A comparative study on the efficacy, safety, and cost-effectiveness of bimatoprost/timolol and dorzolamide/timolol combinations in glaucoma patients

Abstract

Aim:

This study was designed to compare the bimatoprost/timolol combination and dorzolamide/timolol combination in glaucoma for efficacy, safety, and cost-effectiveness in a local population of Trichy in the state of Tamilnadu.

Materials and Methods:

Eight-week, randomized, parallel group, open-label study was conducted on 48 patients of open angle glaucoma or ocular hypertension.
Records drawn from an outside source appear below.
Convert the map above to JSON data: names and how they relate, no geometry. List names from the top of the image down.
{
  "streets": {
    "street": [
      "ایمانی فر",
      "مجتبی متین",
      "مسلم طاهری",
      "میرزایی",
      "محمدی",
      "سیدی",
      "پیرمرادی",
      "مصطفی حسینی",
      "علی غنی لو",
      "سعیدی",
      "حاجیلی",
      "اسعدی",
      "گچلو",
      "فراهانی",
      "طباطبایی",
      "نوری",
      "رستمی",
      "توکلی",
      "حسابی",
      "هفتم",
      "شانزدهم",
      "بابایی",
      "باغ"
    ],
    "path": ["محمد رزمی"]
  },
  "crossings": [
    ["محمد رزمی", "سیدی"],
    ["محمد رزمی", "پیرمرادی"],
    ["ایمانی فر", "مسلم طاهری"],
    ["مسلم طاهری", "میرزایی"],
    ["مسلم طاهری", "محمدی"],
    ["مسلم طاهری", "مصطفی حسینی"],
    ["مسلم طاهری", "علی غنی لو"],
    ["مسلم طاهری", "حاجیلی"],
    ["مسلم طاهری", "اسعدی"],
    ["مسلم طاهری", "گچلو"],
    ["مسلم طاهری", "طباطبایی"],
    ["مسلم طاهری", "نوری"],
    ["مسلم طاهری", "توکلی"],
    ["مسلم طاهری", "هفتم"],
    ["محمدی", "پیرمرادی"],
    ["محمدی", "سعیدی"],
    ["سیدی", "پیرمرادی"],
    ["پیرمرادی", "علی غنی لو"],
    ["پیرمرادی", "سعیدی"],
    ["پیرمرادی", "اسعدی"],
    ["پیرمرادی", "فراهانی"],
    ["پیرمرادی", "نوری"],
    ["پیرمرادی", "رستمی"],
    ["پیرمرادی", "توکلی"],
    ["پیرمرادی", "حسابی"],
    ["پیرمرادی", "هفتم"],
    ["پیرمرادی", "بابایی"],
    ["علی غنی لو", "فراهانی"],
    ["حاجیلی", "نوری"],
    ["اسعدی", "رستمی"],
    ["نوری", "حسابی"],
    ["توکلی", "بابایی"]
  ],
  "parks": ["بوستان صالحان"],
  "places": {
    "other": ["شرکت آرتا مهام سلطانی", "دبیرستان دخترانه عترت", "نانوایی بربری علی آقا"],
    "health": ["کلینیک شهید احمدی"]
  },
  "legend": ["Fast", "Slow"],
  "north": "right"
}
After initial clinical assessment and baseline investigations, bimatoprost/timolol combination (Group A) was prescribed to 22 patients (2 patients lost after initial assessment) and dorzolamide/timolol combination (Group B) to 24 patients. The patients were reviewed after second and eighth weeks for cure rate and adverse drug reaction monitoring.

Results:

At the end of 8 weeks, the mean reduction in intraocular pressure from baseline was 13.04 mmHg (95% confidence interval (CI): 10.67–14.70) with bimatoprost/timolol combination once daily (P < 0.01) and 9.46 mmHg (95% CI: 7.47–10.5) with dorzolamide/timolol combination twice daily. Both the treatments were safe. Cost-effective range of bimatoprost/timolol combination was lower than that of dorzolamide/timolol combination.

Conclusion:

The fixed combination of bimatoprost/timolol was slightly more effective than that of dorzolamide/timolol combination in reducing IOP, and both treatments were generally well tolerated. Bimatoprost/timolol combination was more cost-effective (cost-effective analysis) than dorzolamide/timolol combination.
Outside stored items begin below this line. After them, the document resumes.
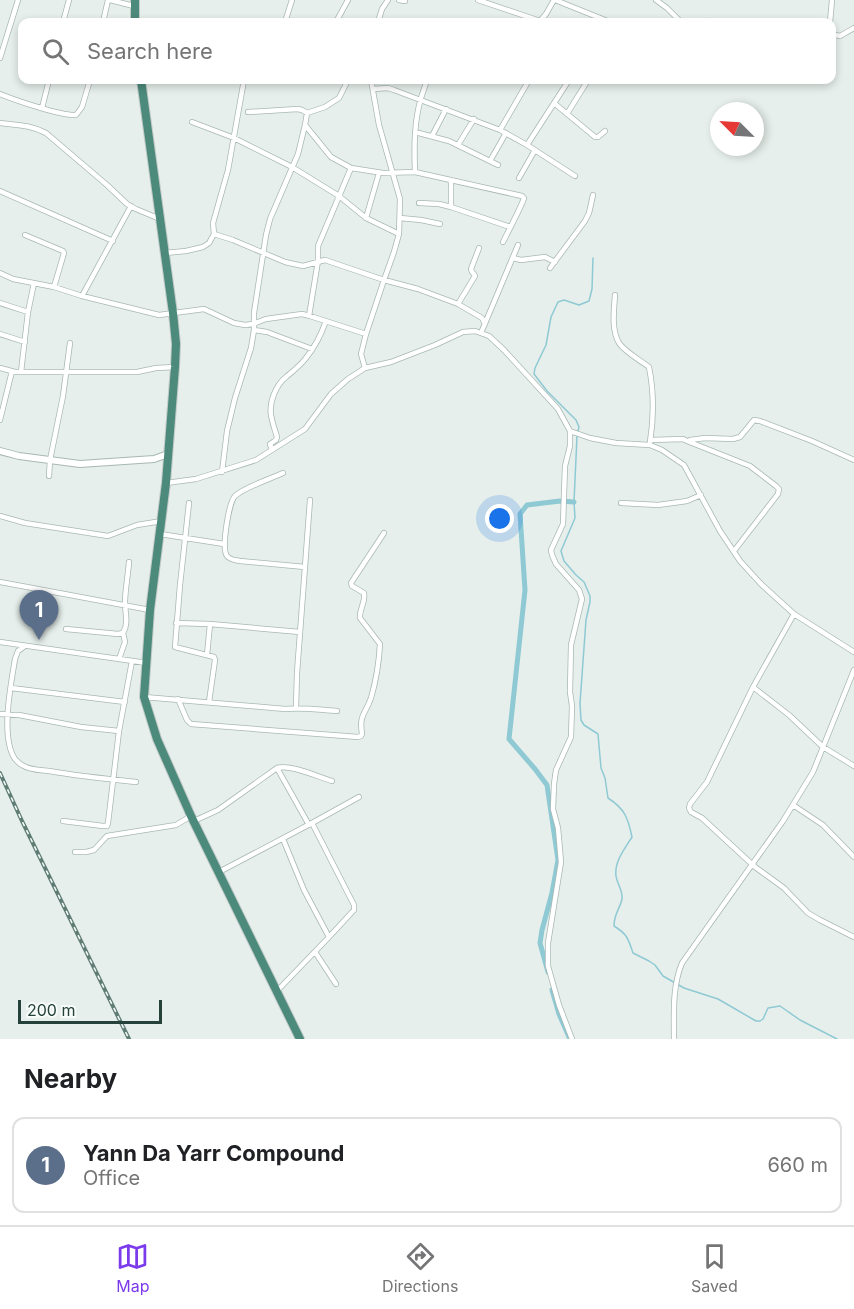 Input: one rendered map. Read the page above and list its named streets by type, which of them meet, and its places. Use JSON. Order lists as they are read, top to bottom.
{
  "scale_bar": "200 m",
  "north": "top left",
  "page": {
    "search": "Search here",
    "pins": "1",
    "scale": "200 m",
    "heading": "Nearby",
    "list": [
      {
        "mark": "1",
        "name": "Yann Da Yarr Compound",
        "note": "Office",
        "value": "660 m"
      }
    ],
    "nav": ["Map", "Directions", "Saved"]
  }
}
Keywords: Bimatoprost/timolol, dorzolamide/timolol, intraocular pressure, ocular hypertension

Introduction

Glaucoma affects nearly 66.7 million individual worldwide, and it is one of the leading causes of irreversible blindness.[1,2] Glaucoma is a group of ocular disorder involving optic neuropathy characterized by changes in optic nerve head and loss of visual sensitivity and field.[3] It is estimated that the number of patients with glaucoma will increase up to 79.6 million by the year 2020. Of these, 74% will have open angle glaucoma. From 2010 to 2020, the most detectable change in glaucoma worldwide will be an increase of the incidence of glaucoma in India.[4,5]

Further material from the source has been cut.